TASK GOAL: The answer is a number and nothing else: the count of lines in these entries containing the word "image".

== LISTED ENTRIES ==

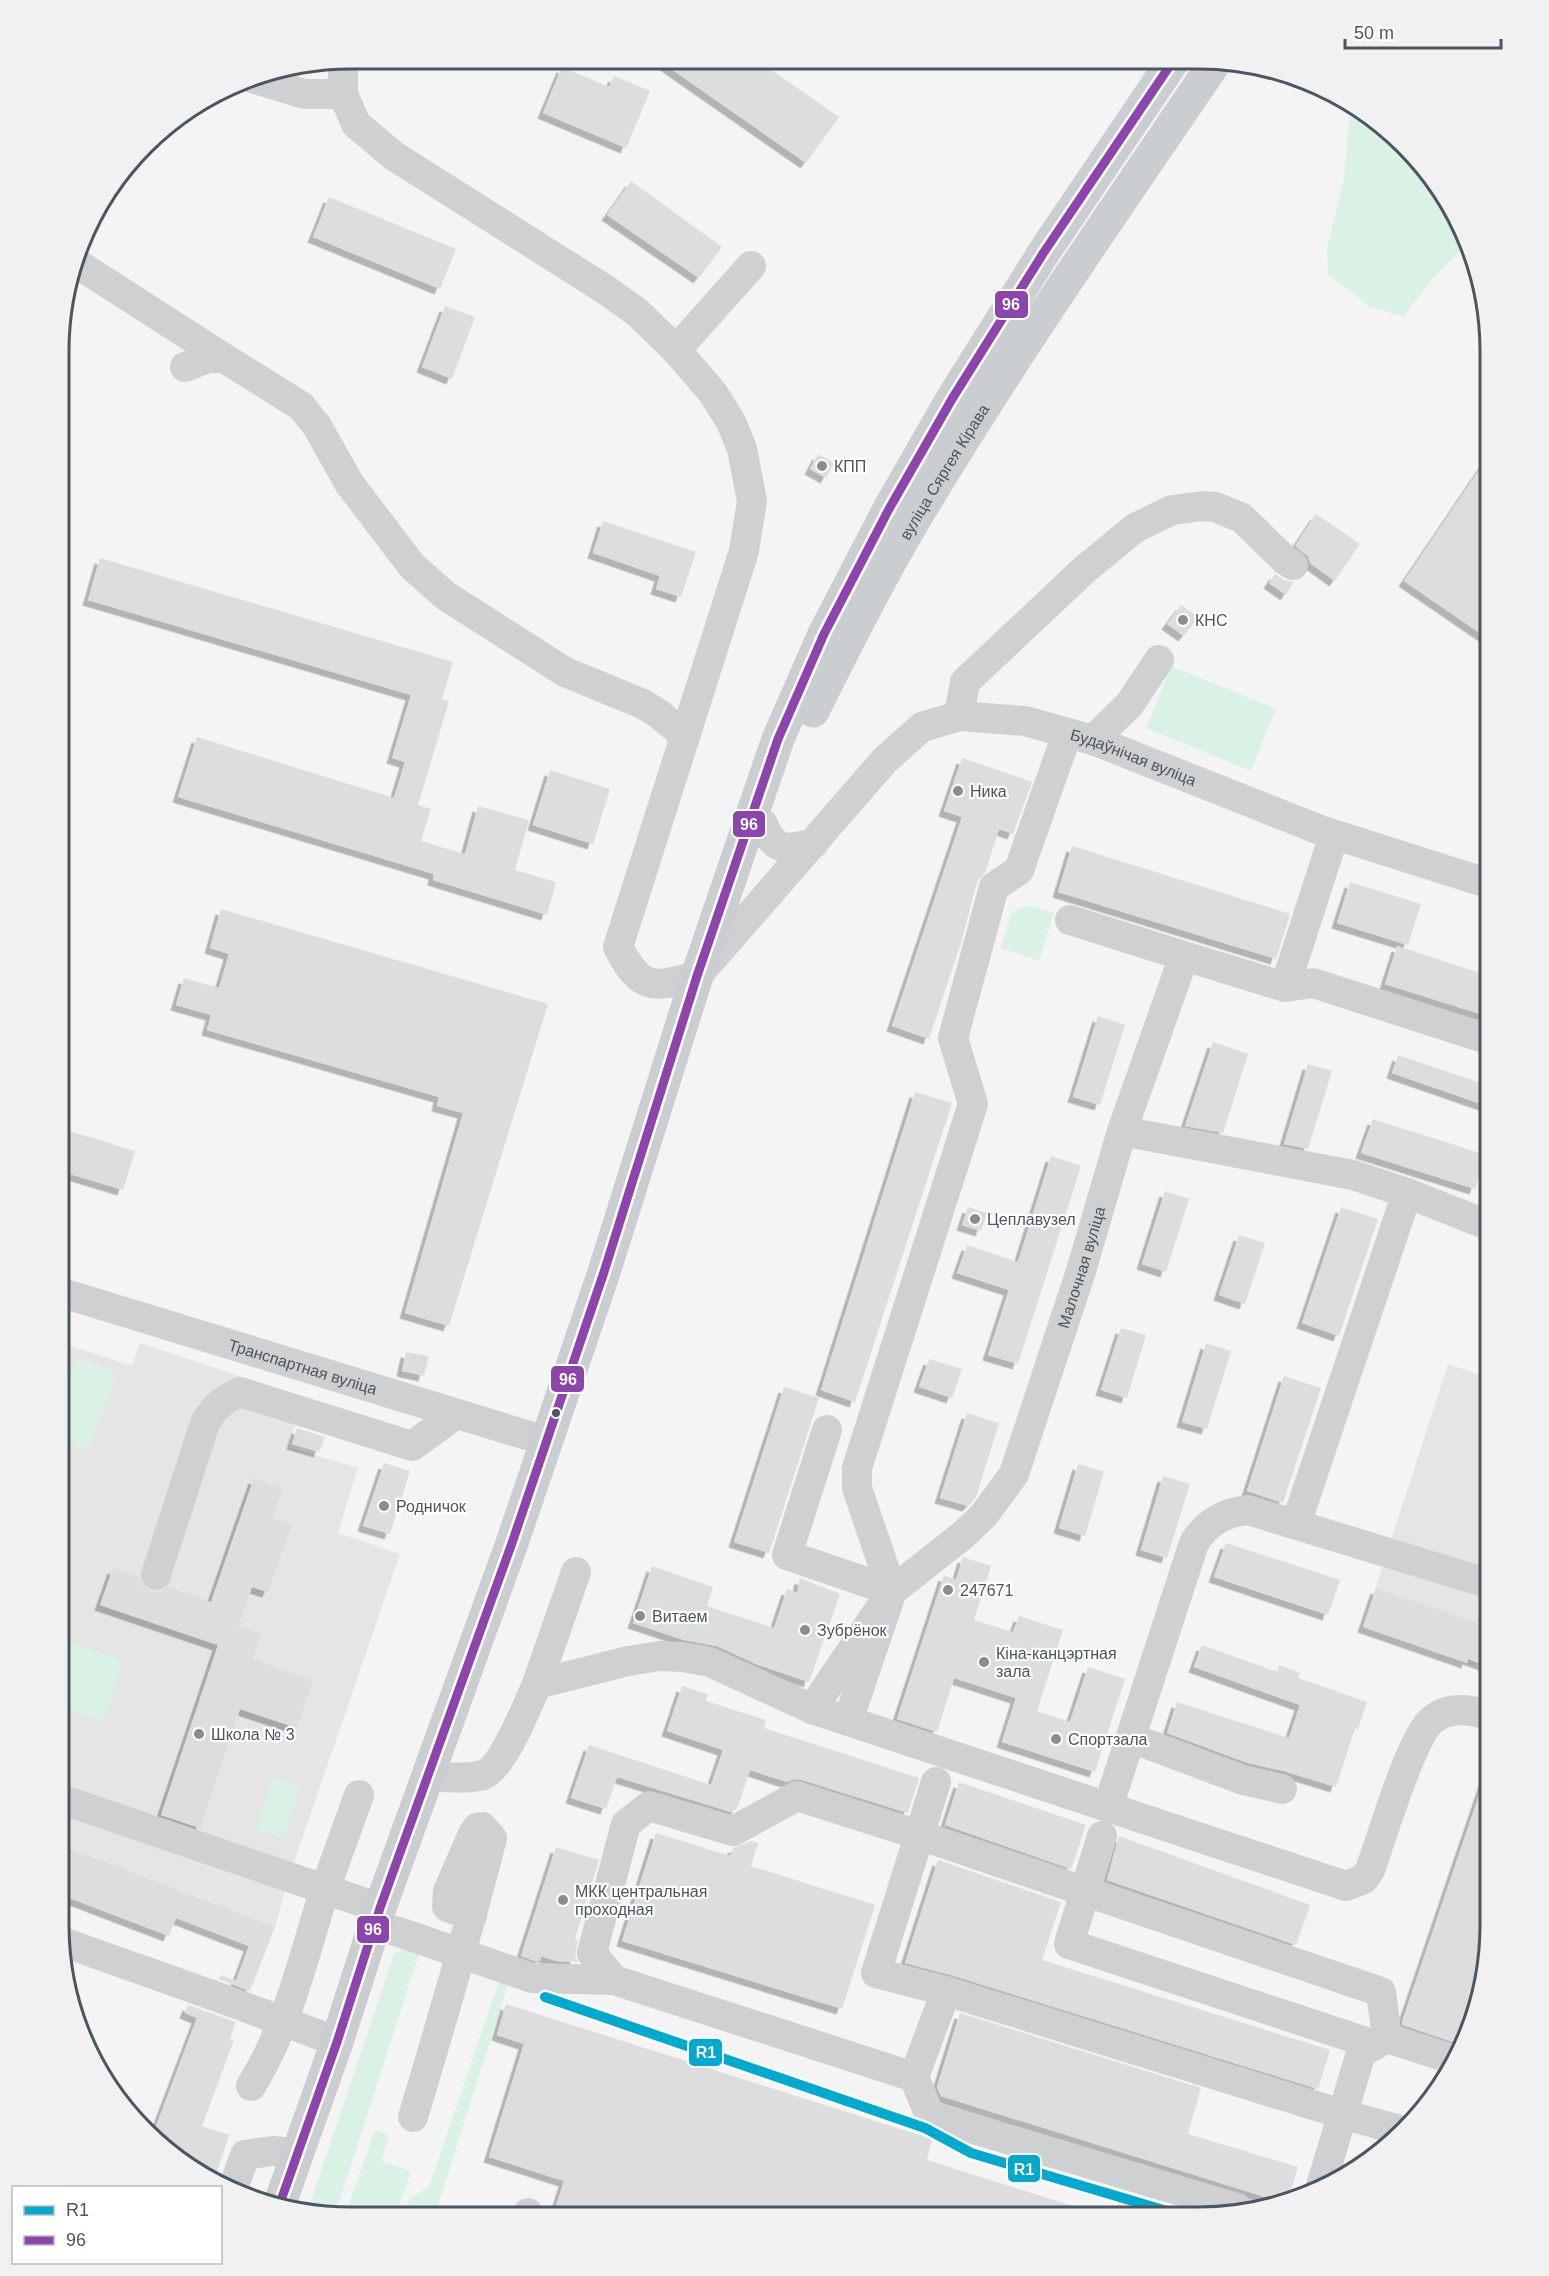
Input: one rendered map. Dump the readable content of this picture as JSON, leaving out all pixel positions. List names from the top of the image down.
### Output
{
  "streets": {
    "main road": ["вуліца Сяргея Кірава"],
    "street": ["Будаўнічая вуліца", "Малочная вуліца", "Транспартная вуліца"]
  },
  "crossings": [
    ["вуліца Сяргея Кірава", "Будаўнічая вуліца"],
    ["вуліца Сяргея Кірава", "Транспартная вуліца"]
  ],
  "places": [
    "КПП",
    "КНС",
    "Ника",
    "Цеплавузел",
    "Родничок",
    "247671",
    "Витаем",
    "Зубрёнок",
    "Кіна-канцэртная зала",
    "Школа № 3",
    "Спортзала",
    "МКК центральная проходная"
  ],
  "lines": ["transit line 96", "transit line R1"],
  "legend": ["R1", "96"],
  "scale_bar": "50 m"
}
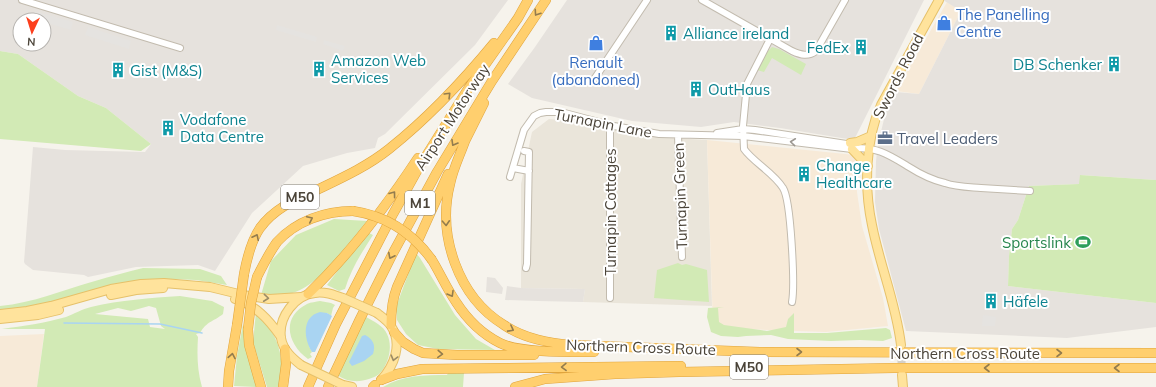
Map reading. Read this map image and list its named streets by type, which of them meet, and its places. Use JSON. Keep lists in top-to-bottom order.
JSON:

===

WORKED SOLUTION: 2